Cosx + cosy = 1 / 2, SiNx siny = 1 / 3, then cos (x + y) =?

With cos (x + y) = cosxcosy sinxsiny, add the left and right squares of the formula given by the topic to the left and right of the two formulas as follows: cos ^ 2x + cos ^ 2Y + 2cosxcsoy + sin ^ 2x + sin ^ 2y-2sinxsiny = 13 / 36. From cos ^ 2x + sin ^ 2x = 1, cos ^ 2Y + sin ^ 2Y = 1, 1 + 2cosxcsoy + 1-2sinxsiny

SiNx siny = - √ 3 / 3 cosx cosy = - 1 / 3 then cos (X-Y)

sinx-siny=-√3/3
Square of both sides at the same time:
sin ² x-2sinxsiny+sin ² y=1/3 ①
cosx-cosy=-1/3
Square of both sides at the same time:
cos ² x-2cosxcosy+cos ² y=1/9 ②
From ① + ②:
-2sinxsiny-2cosxcosy=4/9
That is - 2 (sinxsiny + cosxcosy) = 4 / 9
-2cos(x-y)=4/9
cos(x-y)=-2/9
Answer: - 2 / 9

Given SiNx siny = - 1 / 3, cosx cosy = 1 / 2, find cos (X-Y) =

sinx-siny=-1/3,（1） cosx-cosy=1/2 （2）(1) ²+ （2） ² sin ² x+sin ² y-2sinxsiny+cos ² x+cos ² y-2cosxcosy=1/9+1/42-2(cosxcosy+sinxsiny)=13/362cos(x-y)=2-13/36=59/36cos(x-y)=59/72...

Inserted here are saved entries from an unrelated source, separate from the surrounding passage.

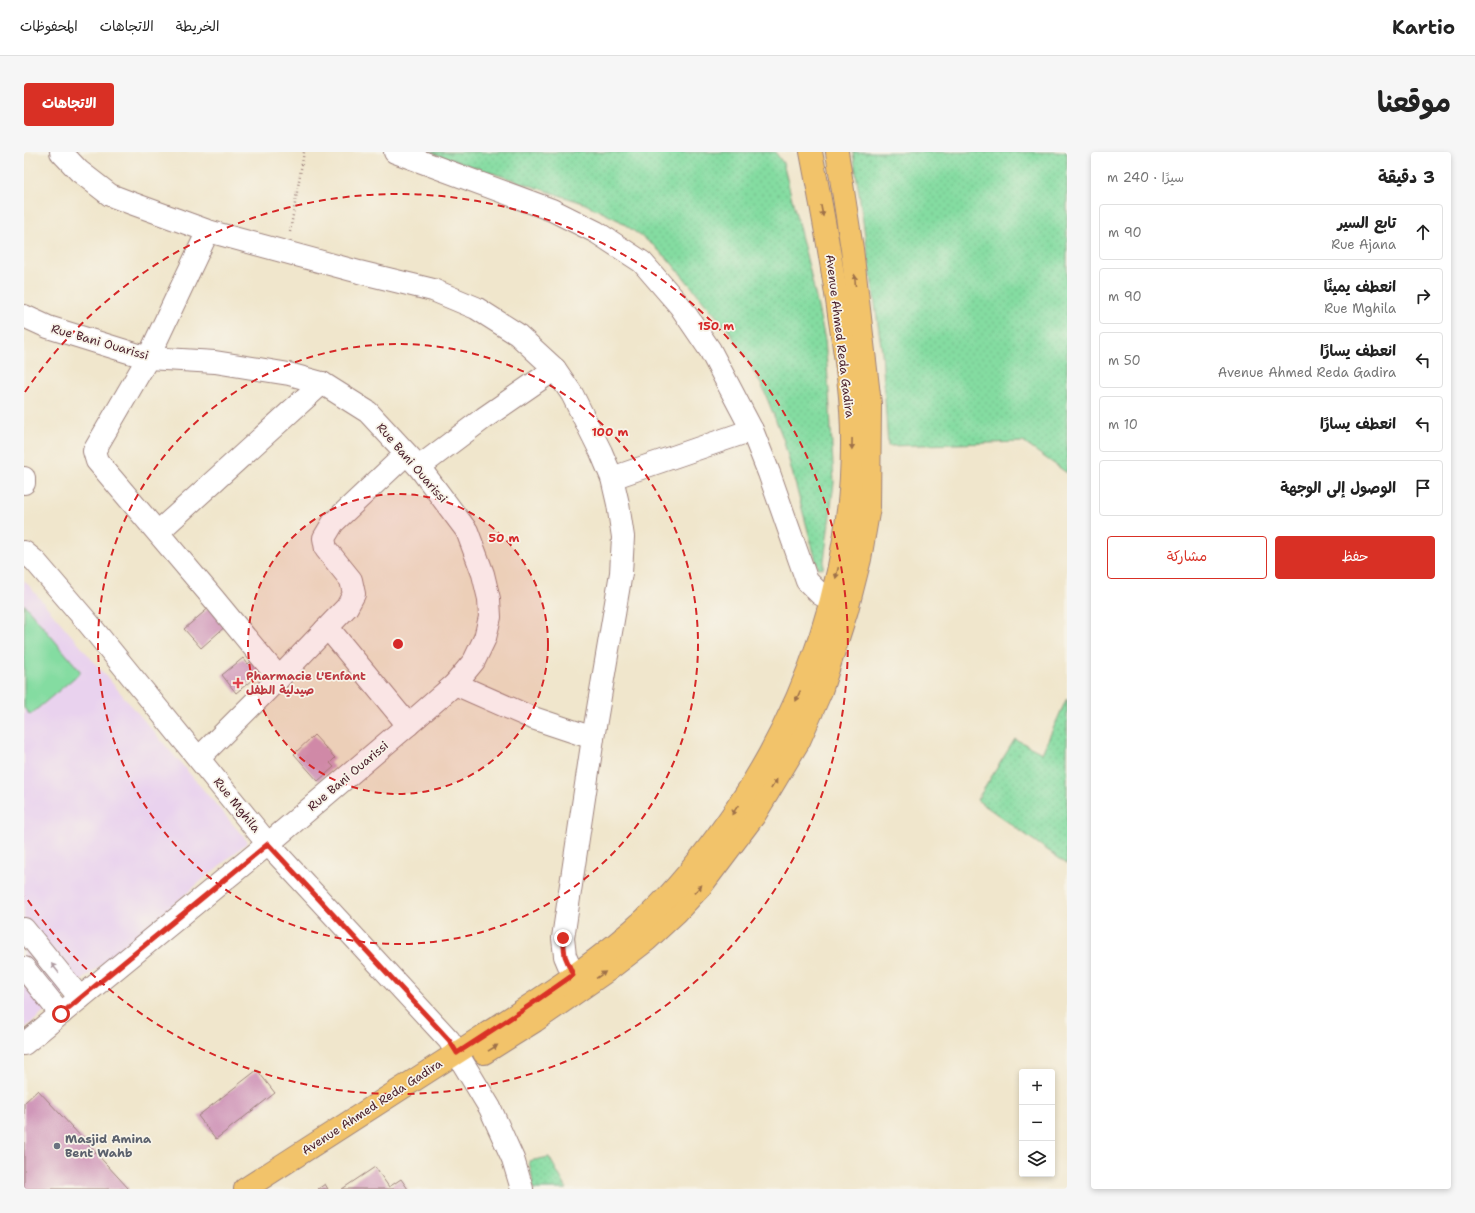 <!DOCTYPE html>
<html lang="ar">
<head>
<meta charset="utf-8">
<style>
	:root { --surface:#fff; --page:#f6f6f6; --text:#222; --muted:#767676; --line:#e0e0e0; --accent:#d93025 }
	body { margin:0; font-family:"Shantell Sans","Playpen Sans Arabic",sans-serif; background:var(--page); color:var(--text); direction:rtl }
	.controls { position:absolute; right:12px; bottom:12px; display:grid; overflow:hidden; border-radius:4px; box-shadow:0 2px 6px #0003 }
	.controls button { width:36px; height:36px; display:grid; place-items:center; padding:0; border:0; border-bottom:1px solid var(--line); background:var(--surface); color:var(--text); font:20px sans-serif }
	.stop { position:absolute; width:12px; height:12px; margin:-9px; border:3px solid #d93025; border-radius:50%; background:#fff }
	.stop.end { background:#d93025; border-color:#fff; box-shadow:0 1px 4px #0008 }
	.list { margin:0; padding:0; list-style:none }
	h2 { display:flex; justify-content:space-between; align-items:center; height:52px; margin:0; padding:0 16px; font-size:17px }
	h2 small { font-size:13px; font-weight:400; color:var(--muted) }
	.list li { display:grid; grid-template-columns:26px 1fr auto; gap:12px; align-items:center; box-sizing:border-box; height:56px; margin:0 8px 8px; padding:0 8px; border:1px solid var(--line); border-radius:4px }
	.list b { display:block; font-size:15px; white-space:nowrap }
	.list p { margin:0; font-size:13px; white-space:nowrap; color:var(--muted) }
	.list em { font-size:13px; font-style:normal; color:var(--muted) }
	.actions { display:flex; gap:8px; padding:12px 16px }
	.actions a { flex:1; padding:9px 0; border:1px solid var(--accent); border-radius:4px; text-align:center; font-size:14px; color:var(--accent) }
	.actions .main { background:var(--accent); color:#fff }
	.icon { flex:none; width:22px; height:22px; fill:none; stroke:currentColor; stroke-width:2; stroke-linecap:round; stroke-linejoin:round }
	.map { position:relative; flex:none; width:1043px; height:1037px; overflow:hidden; direction:ltr; border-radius:4px }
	header { display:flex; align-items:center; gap:24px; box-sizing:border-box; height:56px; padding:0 20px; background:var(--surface); border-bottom:1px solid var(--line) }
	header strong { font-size:19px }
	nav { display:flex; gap:22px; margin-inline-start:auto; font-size:14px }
	.intro { display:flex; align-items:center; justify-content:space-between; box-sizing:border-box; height:96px; padding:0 24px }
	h1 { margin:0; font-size:28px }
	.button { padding:10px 18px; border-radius:4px; background:var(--accent); color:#fff; font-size:14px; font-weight:700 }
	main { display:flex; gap:24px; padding:0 24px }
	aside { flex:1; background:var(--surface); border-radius:4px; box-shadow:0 2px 6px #0003 }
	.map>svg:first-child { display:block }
	.built { fill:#e9d2ee }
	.grass { fill:url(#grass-dots); stroke:#677e66 }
	.pitch { fill:#84dca1; stroke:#677e66 }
	.building { fill:#d097b9 }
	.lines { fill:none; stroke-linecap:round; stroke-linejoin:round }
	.minor-casing { stroke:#9d827c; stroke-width:24 }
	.major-casing { stroke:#9d827c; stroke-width:24 }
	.path { stroke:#9d827c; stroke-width:2.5; stroke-dasharray:1 3; stroke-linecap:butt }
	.minor { stroke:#fff; stroke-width:22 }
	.major { stroke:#f2c36a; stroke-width:22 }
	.oneway { fill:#9e714a }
	.oneway2 { fill:#ae9aa0 }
	.route { stroke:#d93025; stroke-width:5 }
	.ring { fill:none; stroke:#d62828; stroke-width:2; stroke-dasharray:7 5 }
	.health-dot { fill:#e0444e; stroke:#f7f3e8; stroke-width:1.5 }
	.worship-dot { fill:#6b7280; stroke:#f7f3e8; stroke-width:1.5 }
	.labels { text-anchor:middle; stroke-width:3.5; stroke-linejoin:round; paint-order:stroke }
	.street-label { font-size:12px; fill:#4a1f2b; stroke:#f7f3e8 }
	.health-label { font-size:12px; font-weight:bold; fill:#be3a42; stroke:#f7f3e8; text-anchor:start }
	.worship-label { font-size:12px; font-weight:bold; fill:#5b616d; stroke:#f7f3e8; text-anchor:start }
	.centre { fill:#d62828; stroke:#f7f3e8; stroke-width:2 }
	.ring-label { font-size:12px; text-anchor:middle; font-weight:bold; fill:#d62828; stroke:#f7f3e8; stroke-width:3.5; stroke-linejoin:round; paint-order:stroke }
</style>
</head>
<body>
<header>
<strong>Kartio</strong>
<nav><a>الخريطة</a><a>الاتجاهات</a><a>المحفوظات</a></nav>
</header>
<div class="intro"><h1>موقعنا</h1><a class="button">الاتجاهات</a></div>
<main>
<aside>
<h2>3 دقيقة<small>سيرًا · 240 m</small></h2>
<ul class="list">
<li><svg class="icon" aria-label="ahead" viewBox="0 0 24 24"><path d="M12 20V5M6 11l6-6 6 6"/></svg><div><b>تابع السير</b><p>Rue Ajana</p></div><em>90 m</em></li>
<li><svg class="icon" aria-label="right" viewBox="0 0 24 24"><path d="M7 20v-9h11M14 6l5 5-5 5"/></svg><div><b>انعطف يمينًا</b><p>Rue Mghila</p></div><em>90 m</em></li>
<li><svg class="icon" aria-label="left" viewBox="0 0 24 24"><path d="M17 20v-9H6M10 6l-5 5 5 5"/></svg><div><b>انعطف يسارًا</b><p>Avenue Ahmed Reda Gadira</p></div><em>50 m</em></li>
<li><svg class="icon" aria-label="left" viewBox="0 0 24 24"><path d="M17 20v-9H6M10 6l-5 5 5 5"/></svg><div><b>انعطف يسارًا</b></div><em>10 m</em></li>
<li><svg class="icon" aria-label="arrive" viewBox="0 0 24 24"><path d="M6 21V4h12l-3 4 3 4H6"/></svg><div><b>الوصول إلى الوجهة</b></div></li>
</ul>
<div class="actions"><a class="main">حفظ</a><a>مشاركة</a></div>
</aside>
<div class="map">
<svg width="1043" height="1037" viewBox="0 0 1043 1037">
	<defs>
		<pattern id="grass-dots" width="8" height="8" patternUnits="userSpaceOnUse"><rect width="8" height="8" fill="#84dca1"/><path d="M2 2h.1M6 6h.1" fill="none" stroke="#74bc8b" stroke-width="1.8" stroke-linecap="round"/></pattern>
	</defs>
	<rect width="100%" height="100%" fill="#f7f3e8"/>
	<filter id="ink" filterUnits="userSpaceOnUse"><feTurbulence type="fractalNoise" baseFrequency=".025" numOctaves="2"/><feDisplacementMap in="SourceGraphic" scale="8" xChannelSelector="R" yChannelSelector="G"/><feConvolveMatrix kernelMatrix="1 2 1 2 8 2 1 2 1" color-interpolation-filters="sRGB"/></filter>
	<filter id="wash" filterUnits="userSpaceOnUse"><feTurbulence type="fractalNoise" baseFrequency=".012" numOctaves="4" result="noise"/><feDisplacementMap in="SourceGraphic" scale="16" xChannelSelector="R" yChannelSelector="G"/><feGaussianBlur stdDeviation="0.9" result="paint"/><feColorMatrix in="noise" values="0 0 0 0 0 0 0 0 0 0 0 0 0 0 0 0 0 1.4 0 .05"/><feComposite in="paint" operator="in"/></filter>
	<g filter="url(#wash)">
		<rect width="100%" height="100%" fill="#f0e6cc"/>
		<!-- built -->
		<polygon class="built" points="0,428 224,690 0,877"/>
		<!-- grass -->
		<g class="grass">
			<polygon points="405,0 751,0 759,11 786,119 801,188 805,240 810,331 799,417 794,416 759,286 738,234 722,206 705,179 644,107 629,93 596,69 559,51"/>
			<polygon points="829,0 1043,0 1043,321 999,290 864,294 858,200"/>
			<polygon points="1043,546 1043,712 953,648 991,587 1018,601"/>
			<polygon points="525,1005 543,1037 510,1037 505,1009"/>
		</g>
		<!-- pitch -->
		<polygon class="pitch" points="0,452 57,520 6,563 0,556"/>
		<g id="blocks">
			<!-- building -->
			<g class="building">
				<polygon points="187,454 203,473 177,496 160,477"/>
				<polygon points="219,506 224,512 229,507 239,519 212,541 198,523"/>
				<polygon points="290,583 311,606 306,611 310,615 294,629 270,602"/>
				<polygon points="233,918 251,941 192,987 174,964"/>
				<polygon points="14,938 105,1037 0,1037 0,951"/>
				<polygon points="351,1015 365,1035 377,1027 384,1037 318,1037"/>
				<polygon points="301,1032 304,1037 294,1037"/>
			</g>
		</g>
	</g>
	<g filter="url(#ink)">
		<use href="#blocks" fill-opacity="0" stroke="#9d827c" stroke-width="1"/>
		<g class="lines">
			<defs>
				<g id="minor">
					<polyline points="37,0 55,19 86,43 107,51 184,79 335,120 409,138 452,156 493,182 531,217 548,242 577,300 588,326 594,352 599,385 597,421 569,586 539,786 541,804 549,823"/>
					<polyline points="371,0 528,58 572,80 618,110 656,154 686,198 728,278 745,321 783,429 796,442 807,448"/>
					<polyline points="184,79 124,206 70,299 73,309 189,446 255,526"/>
					<polyline points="0,164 24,175 124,206 191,210 265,222 298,231 344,260 395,315 443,379 459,422 465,447 466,465 461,486 450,509 431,532 384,573 244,692 0,892"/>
					<polyline points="395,315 460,266 531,217"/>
					<polyline points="0,326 0,331"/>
					<polyline points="588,326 728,278"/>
					<polyline points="134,380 298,231"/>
					<polyline points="0,400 11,409 65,472 244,692 425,888 466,956 489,1007 498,1037"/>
					<polyline points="301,478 309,482 384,573"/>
					<polyline points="431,532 506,565 569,586"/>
					<polyline points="175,606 255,526 323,455 330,442 327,428 302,397 300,386 309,371 382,302"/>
					<polyline points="0,777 56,846"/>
					<polyline points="0,816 37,862"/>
				</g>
				<g id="major">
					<polyline points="460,901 511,869 583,819 623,788 652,761 678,733 730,664 775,589 797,539 823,458 836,407 845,355 846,252 828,97 813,0"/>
					<path d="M221 1037C301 986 380 935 459 884 516 847 575 810 624 764 656 734 683 699 708 663 783 553 829 421 828 286 828 247 822 208 816 169 808 112 798 56 787 0"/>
				</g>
			</defs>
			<!-- minor casing -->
			<use href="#minor" class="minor-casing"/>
			<!-- major casing -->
			<use href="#major" class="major-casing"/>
			<!-- path -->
			<polyline class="path" points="266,80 280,0"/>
			<!-- minor -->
			<use href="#minor" class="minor"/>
			<!-- major -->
			<use href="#major" class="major"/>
		</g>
		<!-- one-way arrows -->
		<defs><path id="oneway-solid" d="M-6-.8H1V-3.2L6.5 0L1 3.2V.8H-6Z"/></defs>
		<g class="oneway">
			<use href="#oneway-solid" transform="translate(798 59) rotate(79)"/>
			<use href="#oneway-solid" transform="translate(831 128) rotate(-95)"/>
			<use href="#oneway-solid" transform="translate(828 292) rotate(91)"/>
			<use href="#oneway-solid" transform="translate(813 421) rotate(103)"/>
			<use href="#oneway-solid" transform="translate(774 544) rotate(113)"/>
			<use href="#oneway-solid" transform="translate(750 632) rotate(-58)"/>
			<use href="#oneway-solid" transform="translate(711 658) rotate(124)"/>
			<use href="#oneway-solid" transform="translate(674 737) rotate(-47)"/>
			<use href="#oneway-solid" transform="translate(577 823) rotate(-35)"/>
			<use href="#oneway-solid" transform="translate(469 896) rotate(-32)"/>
		</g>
		<use class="oneway2" href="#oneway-solid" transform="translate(31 816) rotate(-129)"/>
	</g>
	<g class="lines" filter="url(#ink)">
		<!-- route -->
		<polyline class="route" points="37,862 244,692 425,888 433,901 496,860 549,823 541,804 539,786"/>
	</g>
	<!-- distance rings -->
	<circle cx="374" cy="492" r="150" fill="#d62828" fill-opacity=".12"/>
	<g class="ring">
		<circle cx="374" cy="492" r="150"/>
		<circle cx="374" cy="492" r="300"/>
		<path d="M1 240A450 450 0 1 1 1 744"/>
	</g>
	<!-- markers -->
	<path class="health-dot" d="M212 525h4v4h4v4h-4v4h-4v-4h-4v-4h4z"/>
	<circle class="worship-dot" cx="33" cy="994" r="4"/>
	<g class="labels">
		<!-- street labels -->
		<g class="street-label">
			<text transform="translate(816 184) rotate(83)" y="4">Avenue Ahmed Reda Gadira</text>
			<text transform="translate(76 190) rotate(16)" y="4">Rue Bani Ouarissi</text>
			<text transform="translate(388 311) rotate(49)" y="4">Rue Bani Ouarissi</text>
			<text transform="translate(324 624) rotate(-40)" y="4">Rue Bani Ouarissi</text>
			<text transform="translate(213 653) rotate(51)" y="4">Rue Mghila</text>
			<text transform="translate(348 955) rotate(-33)" y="4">Avenue Ahmed Reda Gadira</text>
		</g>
		<!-- health labels -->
		<g class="health-label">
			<text x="222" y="528">Pharmacie L'Enfant<tspan x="222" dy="14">صيدلية الطفل</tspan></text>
		</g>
		<!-- worship labels -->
		<g class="worship-label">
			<text x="41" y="991">Masjid Amina<tspan x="41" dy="14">Bent Wahb</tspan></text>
		</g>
	</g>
	<circle cx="374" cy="492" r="6" class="centre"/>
	<g class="ring-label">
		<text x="692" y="178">150 m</text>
		<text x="586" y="284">100 m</text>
		<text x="480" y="390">50 m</text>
	</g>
</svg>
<div class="controls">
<button>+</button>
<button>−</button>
<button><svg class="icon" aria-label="layers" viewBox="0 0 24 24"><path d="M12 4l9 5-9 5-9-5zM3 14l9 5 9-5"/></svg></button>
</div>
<div class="stop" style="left:37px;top:862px"></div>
<div class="stop end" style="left:539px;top:786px"></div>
</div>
</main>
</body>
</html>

Cos2x / radical 2cos (x + π / 4) = 1 / 5,0

(cos2x)/√2cos(x＋π/4)＝(cos ² x－sin ² x) / [√ 2 (cosxcos (π / 4) - sinxsin (π / 4))] = [(cosx + SiNx) (cosx SiNx)] / (cosx SiNx) = cosx + SiNx = 1 / 5

Master simplification f (x) = 2 * root 3 * SiNx * cosx + 2cosx square - 1

F (x) = 2 * root 3 * SiNx * cosx + 2cosx square - 1=
=√3sin2x+cos2x
=2*(√3/2sin2x+1/2cos2x)
=2(sin2xcosπ/6+cos2xsinπ/6)
=2sin(2x+π/6)

How do you get f (x) = SiNx + cosx = radical 2Sin (x + Pai / 4)?

f(x) = sinx+cosx
= √2(sinx (1/√2) + cosx (1/√2) )
= √2(sinx cosπ/4 + cosx sinπ/4)
= √2(sin(x+π/4))

Cosx + cosy = 1 / 2, SiNx siny = 1 / 3, then cos (x + y) =?